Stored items
※

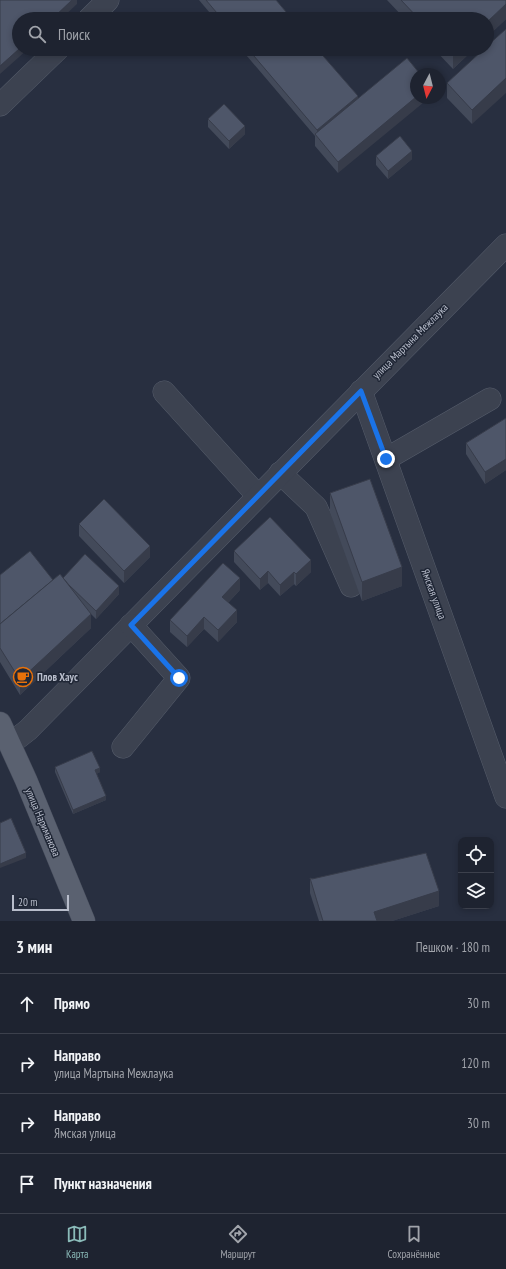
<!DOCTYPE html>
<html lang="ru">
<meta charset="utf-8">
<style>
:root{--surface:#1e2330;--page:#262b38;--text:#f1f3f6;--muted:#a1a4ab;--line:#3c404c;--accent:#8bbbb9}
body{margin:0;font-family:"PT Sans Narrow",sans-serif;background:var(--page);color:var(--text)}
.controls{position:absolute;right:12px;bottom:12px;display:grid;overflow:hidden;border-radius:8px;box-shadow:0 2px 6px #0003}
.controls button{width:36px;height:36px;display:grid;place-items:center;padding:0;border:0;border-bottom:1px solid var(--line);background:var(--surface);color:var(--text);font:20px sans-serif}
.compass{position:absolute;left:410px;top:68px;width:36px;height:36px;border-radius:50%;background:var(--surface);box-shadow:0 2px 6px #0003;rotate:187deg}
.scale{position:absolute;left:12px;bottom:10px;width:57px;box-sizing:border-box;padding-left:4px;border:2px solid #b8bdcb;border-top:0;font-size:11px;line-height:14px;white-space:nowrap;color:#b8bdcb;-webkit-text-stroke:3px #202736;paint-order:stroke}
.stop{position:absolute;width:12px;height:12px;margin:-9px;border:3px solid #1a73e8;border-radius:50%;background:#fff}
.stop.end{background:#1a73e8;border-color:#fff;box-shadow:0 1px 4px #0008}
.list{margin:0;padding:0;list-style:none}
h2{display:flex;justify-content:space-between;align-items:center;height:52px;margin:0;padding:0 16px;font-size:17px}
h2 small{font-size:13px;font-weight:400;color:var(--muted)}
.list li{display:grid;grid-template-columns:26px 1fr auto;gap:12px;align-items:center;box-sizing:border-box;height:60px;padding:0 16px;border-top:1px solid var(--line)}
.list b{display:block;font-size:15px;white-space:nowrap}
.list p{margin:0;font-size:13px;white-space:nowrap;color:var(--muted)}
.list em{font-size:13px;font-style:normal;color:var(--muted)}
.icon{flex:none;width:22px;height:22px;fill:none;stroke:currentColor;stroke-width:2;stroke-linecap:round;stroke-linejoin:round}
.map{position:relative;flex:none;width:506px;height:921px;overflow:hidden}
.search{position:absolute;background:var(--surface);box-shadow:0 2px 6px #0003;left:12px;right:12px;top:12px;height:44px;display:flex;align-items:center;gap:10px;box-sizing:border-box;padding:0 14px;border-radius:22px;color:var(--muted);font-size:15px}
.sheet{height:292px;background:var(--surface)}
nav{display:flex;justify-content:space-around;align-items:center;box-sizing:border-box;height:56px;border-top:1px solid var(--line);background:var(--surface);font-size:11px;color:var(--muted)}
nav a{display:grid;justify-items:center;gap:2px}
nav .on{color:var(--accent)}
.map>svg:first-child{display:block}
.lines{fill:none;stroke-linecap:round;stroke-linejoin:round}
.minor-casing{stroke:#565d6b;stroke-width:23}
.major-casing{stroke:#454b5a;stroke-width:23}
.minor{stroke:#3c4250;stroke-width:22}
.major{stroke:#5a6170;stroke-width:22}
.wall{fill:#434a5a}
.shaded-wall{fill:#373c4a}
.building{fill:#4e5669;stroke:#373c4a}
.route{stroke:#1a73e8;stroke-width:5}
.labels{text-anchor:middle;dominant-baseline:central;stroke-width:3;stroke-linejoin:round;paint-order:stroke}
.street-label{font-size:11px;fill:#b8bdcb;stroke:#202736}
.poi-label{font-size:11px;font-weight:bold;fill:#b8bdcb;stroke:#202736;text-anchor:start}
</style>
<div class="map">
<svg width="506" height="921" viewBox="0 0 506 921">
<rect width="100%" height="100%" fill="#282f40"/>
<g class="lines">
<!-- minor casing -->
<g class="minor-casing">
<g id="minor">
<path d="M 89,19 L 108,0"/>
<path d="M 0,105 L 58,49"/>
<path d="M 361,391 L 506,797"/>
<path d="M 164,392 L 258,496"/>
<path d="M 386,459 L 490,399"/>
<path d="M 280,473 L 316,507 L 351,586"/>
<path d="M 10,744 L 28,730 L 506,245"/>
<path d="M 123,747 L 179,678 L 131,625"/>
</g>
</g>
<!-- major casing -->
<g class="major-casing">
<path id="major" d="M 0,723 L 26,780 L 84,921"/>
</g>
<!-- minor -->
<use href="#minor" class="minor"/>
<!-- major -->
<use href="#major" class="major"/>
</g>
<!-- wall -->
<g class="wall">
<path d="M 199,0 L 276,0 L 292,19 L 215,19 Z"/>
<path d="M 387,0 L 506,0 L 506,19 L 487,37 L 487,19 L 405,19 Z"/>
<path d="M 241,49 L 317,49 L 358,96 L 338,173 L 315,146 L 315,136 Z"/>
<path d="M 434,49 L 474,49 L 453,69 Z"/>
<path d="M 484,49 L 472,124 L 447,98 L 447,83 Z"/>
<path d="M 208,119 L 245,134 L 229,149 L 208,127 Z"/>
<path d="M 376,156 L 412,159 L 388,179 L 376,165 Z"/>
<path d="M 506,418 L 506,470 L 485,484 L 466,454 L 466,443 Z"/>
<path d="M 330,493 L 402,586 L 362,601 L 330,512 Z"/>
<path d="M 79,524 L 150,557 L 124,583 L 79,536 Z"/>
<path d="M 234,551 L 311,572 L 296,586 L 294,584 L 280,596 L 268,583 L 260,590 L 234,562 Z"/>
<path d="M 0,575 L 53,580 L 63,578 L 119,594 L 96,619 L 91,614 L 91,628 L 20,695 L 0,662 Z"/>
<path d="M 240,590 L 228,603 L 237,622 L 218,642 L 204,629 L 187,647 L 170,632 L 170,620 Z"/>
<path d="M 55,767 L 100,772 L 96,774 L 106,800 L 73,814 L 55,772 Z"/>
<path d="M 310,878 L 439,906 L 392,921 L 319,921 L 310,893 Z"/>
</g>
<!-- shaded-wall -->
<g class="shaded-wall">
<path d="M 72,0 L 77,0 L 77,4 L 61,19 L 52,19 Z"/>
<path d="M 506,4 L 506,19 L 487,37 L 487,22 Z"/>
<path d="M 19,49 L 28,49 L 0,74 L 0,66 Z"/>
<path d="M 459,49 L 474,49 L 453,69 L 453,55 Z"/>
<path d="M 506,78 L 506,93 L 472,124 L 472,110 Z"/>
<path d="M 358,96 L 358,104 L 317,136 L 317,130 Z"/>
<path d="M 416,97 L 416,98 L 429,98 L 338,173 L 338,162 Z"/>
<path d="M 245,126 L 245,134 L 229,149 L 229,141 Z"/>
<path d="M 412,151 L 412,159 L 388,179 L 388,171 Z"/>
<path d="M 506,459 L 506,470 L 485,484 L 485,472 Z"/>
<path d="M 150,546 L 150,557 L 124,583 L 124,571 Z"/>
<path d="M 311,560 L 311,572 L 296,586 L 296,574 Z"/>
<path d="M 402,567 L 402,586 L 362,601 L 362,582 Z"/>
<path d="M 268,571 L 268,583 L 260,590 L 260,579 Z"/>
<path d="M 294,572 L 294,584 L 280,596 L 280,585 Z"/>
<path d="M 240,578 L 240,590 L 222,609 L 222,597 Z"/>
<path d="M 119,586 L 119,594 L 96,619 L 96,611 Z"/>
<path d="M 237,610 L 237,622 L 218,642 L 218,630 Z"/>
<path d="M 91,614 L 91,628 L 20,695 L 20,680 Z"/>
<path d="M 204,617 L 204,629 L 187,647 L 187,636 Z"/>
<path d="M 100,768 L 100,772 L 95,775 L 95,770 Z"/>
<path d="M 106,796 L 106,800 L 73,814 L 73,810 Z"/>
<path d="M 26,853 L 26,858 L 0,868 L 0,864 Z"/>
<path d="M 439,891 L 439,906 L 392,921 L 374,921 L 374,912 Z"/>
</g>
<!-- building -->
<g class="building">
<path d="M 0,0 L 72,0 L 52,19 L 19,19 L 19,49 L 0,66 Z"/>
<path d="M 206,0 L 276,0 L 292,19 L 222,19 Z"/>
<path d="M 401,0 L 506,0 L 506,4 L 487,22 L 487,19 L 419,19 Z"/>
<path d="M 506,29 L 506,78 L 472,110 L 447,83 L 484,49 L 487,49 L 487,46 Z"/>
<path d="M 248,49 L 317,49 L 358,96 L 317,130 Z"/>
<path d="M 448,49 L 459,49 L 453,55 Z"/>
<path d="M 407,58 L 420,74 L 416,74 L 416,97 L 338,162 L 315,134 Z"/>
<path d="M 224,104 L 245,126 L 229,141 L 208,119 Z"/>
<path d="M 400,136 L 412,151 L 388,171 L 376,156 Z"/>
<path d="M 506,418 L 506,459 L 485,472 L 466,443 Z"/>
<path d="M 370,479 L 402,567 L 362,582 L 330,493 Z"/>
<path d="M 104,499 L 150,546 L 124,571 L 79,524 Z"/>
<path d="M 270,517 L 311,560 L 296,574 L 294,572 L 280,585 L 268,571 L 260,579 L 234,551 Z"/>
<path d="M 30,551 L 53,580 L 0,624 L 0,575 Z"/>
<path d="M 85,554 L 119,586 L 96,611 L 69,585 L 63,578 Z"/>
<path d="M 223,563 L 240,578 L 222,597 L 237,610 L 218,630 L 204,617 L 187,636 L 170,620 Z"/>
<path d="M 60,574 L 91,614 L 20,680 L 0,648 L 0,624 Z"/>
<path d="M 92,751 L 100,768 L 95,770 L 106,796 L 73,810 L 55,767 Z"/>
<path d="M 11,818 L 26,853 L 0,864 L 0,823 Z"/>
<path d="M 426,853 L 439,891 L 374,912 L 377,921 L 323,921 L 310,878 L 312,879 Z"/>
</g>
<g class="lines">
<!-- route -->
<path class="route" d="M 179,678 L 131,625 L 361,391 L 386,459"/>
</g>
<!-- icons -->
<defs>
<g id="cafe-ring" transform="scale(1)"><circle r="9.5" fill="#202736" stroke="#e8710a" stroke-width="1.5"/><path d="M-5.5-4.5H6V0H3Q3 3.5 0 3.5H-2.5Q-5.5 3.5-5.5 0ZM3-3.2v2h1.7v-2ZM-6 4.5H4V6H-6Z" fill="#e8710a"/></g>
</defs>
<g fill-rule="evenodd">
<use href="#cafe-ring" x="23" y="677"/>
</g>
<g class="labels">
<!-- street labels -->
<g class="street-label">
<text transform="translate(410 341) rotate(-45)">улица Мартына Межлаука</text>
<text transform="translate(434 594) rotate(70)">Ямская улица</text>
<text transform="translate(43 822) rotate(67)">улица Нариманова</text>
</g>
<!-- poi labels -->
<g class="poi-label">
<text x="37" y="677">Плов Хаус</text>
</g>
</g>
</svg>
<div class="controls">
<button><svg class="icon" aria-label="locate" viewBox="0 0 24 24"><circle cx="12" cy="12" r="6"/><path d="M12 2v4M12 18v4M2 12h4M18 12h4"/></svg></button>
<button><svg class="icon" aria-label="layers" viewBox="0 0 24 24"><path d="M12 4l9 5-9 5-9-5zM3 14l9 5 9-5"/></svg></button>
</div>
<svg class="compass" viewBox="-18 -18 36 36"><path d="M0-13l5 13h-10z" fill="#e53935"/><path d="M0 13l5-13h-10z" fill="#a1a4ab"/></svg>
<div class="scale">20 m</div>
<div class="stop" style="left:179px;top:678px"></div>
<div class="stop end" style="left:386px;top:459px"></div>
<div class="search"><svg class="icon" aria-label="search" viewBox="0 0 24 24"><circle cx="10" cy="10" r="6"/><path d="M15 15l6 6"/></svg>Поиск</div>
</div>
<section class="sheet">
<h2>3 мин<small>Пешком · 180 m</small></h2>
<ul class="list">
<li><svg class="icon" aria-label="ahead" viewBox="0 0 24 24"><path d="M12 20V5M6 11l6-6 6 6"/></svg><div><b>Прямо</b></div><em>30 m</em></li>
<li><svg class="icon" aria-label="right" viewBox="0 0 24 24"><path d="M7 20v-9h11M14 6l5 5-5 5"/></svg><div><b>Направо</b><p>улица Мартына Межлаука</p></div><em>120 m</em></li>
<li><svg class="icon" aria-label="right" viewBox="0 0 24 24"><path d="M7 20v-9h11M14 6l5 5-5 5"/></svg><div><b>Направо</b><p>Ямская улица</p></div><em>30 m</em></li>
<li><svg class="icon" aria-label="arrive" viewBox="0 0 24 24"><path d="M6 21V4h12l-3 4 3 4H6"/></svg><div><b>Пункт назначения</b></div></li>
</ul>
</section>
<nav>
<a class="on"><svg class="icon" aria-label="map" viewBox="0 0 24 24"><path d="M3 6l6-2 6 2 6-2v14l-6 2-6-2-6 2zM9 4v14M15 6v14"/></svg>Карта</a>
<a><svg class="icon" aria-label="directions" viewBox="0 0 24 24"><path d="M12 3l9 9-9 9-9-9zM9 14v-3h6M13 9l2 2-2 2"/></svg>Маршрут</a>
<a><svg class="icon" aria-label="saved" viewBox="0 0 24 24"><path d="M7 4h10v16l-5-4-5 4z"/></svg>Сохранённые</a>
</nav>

※

_Exercise_. Lines containing the word "serif": copy every one of them from the records above.

_Exercise output_.
body{margin:0;font-family:"PT Sans Narrow",sans-serif;background:var(--page);color:var(--text)}
.controls button{width:36px;height:36px;display:grid;place-items:center;padding:0;border:0;border-bottom:1px solid var(--line);background:var(--surface);color:var(--text);font:20px sans-serif}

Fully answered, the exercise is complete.